Personal information
- Born: June 18, 1962 (age 63) Flushing, New York, U.S.
- Listed height: 6 ft 1 in (1.85 m)
- Listed weight: 200 lb (91 kg)

Career information
- High school: Lindenhurst (NY)
- College: Columbia
- NFL draft: 1984: 6th round, 160th overall

Career history
- Detroit Lions (1984); Houston Oilers (1986–1987); Detroit Lions (1988); London Monarchs (1991); Detroit Drive (1991);

Career NFL statistics
- Passing attempts: 35
- Passing completions: 13
- Completion percentage: 37.1%
- TD–INT: 0–0
- Passing yards: 210
- Passer rating: 58
- Stats at Pro Football Reference

= John Witkowski =

American football player (born 1962)

John Joseph Witkowski (born June 18, 1962) is an American former professional football player who was a quarterback for the Detroit Lions of the National Football League (NFL).
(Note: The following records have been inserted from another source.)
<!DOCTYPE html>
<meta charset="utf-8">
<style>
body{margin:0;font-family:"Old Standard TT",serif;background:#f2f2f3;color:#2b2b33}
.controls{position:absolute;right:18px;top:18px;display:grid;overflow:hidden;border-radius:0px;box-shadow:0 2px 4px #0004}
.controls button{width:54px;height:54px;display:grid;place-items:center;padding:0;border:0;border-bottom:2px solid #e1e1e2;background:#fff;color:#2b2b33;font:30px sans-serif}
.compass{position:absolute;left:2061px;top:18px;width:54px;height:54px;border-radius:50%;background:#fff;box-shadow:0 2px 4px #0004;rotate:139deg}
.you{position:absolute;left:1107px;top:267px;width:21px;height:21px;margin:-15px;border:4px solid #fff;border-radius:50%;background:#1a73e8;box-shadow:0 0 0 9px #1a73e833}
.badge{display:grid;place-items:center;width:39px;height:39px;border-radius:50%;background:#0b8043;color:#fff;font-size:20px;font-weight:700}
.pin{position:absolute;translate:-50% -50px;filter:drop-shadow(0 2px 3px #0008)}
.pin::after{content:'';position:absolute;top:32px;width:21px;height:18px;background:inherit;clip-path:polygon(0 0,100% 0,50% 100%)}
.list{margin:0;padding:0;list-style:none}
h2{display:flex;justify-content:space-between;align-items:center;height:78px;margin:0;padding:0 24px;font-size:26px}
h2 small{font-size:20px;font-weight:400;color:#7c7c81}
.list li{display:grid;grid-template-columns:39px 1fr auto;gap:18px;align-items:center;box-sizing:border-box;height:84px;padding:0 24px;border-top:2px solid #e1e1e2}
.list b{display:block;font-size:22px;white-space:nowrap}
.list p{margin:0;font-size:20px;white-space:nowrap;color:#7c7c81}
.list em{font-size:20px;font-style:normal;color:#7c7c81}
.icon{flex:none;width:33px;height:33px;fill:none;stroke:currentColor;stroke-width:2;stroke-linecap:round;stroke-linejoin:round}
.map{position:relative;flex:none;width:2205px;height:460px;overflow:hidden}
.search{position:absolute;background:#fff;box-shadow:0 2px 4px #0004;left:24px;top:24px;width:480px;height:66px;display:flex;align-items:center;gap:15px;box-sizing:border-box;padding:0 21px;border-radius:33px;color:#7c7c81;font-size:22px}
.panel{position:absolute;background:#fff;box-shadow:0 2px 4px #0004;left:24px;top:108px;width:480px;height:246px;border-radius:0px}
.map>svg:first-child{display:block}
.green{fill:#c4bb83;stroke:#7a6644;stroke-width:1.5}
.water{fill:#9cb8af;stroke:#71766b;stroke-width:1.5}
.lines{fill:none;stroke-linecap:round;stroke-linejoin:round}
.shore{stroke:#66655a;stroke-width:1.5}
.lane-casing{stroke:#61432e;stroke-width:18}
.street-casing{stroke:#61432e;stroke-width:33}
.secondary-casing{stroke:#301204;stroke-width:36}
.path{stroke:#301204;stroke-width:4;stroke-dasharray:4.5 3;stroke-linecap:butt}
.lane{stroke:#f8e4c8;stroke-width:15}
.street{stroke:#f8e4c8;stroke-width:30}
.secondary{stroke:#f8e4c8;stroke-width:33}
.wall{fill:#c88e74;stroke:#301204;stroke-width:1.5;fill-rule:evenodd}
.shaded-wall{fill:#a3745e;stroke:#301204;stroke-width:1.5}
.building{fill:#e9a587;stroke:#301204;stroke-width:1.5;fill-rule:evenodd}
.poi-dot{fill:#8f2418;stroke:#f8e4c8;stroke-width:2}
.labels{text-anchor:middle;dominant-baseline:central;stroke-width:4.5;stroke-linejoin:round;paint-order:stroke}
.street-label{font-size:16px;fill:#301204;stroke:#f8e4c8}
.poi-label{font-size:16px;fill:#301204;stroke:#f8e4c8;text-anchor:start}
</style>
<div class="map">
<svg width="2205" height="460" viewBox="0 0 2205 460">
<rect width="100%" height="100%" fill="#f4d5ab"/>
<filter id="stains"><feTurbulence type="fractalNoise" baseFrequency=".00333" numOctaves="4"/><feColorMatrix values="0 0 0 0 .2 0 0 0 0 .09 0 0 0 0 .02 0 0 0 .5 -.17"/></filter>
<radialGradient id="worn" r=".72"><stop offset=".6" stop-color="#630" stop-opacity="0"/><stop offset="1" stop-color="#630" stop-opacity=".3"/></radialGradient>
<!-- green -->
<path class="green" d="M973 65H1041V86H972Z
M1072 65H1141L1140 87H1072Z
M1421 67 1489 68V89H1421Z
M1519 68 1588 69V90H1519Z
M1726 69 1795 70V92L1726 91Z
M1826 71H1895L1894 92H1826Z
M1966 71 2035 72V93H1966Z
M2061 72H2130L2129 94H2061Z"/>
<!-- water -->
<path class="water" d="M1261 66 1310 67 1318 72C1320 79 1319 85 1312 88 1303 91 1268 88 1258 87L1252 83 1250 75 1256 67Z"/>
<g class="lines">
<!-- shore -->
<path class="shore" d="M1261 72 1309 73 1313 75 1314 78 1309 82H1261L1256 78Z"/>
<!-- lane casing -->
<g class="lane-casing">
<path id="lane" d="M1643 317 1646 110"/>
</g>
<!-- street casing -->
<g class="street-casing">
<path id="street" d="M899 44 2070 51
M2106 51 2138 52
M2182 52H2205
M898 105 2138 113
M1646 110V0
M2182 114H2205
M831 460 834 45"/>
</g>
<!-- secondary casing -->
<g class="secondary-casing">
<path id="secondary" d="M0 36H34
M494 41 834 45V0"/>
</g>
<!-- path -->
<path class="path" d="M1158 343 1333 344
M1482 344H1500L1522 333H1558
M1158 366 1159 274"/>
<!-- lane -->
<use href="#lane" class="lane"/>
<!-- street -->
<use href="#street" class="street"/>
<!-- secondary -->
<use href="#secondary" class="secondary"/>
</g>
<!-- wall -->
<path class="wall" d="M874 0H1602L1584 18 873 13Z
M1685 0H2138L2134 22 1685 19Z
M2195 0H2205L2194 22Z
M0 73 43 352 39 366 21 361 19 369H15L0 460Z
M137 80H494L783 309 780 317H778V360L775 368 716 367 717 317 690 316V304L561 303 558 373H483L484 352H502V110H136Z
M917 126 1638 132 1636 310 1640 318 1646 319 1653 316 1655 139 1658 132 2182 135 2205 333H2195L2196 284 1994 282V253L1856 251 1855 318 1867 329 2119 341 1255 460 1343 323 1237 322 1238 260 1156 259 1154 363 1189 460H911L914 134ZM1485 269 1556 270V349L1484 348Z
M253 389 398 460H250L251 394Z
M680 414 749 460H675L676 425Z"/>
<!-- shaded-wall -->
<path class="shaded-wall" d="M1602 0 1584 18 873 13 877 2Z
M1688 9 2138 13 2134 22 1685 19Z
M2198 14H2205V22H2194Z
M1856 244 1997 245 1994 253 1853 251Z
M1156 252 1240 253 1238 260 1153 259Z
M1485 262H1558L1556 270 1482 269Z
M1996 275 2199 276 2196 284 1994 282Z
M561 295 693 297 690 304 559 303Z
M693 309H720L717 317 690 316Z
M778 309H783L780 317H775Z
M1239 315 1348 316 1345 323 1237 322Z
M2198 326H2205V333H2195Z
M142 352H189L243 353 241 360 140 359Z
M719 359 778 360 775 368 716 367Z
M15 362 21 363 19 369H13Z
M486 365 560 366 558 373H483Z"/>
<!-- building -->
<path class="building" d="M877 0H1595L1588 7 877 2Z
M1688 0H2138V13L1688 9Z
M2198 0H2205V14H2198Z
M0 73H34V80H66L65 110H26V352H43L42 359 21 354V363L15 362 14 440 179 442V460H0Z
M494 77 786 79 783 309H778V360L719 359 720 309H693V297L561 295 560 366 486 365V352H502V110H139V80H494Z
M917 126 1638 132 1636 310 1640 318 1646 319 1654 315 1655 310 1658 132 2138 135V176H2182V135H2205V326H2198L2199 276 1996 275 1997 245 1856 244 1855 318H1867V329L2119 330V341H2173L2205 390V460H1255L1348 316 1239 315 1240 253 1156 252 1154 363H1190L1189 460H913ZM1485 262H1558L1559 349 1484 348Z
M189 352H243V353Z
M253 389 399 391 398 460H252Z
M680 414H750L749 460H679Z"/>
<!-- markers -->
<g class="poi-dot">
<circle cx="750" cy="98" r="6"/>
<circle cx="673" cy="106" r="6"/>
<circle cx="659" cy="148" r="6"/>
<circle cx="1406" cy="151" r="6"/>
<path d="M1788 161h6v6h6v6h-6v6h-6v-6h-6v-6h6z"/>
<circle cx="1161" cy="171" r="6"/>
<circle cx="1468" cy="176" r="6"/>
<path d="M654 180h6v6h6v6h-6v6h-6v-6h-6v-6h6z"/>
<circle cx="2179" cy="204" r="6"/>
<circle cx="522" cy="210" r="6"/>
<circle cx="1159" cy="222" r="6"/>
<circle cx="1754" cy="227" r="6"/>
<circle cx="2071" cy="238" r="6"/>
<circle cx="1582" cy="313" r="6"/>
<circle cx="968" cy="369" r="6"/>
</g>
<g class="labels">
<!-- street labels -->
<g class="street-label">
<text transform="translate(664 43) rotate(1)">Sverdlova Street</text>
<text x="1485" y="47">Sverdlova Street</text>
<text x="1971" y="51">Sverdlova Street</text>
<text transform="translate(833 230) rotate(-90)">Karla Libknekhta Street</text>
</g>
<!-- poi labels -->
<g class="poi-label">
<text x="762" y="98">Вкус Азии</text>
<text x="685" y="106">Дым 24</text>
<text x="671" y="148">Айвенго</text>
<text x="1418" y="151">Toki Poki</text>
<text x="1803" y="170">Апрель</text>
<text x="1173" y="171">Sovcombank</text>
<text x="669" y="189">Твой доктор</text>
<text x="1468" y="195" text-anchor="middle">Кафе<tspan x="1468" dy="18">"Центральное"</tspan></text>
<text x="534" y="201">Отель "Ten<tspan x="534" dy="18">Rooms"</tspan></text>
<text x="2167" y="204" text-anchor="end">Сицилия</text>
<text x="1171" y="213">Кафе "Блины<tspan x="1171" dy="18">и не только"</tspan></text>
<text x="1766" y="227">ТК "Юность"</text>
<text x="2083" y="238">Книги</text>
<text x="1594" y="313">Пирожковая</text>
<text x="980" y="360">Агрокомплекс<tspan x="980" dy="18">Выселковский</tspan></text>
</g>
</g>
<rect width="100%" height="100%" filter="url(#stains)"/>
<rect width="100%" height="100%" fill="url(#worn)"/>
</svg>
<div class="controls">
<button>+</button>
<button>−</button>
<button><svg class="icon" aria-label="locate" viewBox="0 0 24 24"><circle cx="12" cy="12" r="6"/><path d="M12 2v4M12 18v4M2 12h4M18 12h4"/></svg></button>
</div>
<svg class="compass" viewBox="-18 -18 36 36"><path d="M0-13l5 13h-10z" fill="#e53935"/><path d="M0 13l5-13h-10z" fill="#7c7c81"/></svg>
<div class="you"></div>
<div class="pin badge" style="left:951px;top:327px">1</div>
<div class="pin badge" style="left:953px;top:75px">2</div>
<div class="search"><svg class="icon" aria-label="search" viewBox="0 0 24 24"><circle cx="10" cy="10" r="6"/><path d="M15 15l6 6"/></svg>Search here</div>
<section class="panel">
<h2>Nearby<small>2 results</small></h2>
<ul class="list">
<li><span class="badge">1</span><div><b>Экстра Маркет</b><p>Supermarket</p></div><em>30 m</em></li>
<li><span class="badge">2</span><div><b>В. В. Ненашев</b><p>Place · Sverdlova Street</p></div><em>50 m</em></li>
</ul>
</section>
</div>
He played college football for the Columbia Lions.

==Football career==
John Witkowski was the winner of the 1982 Asa A. Bushnell Cup for leadership, competitive spirit, contribution to the team, and accomplishments on the field, Witkowski holds 12 Columbia Lions passing records, six total offense marks, and five Ivy League records. He remained a Lion after his collegiate career, being picked by Detroit Lions in the sixth round of the 1984 NFL draft. He was also the first starting quarterback of the London Monarchs of the World League of American Football, although he lost his place in the team's very first game.

==Personal life==
He is currently President/CEO of the Independent Bankers Association of New York State and is a former executive vice president and retail banking executive for Five Star Bank.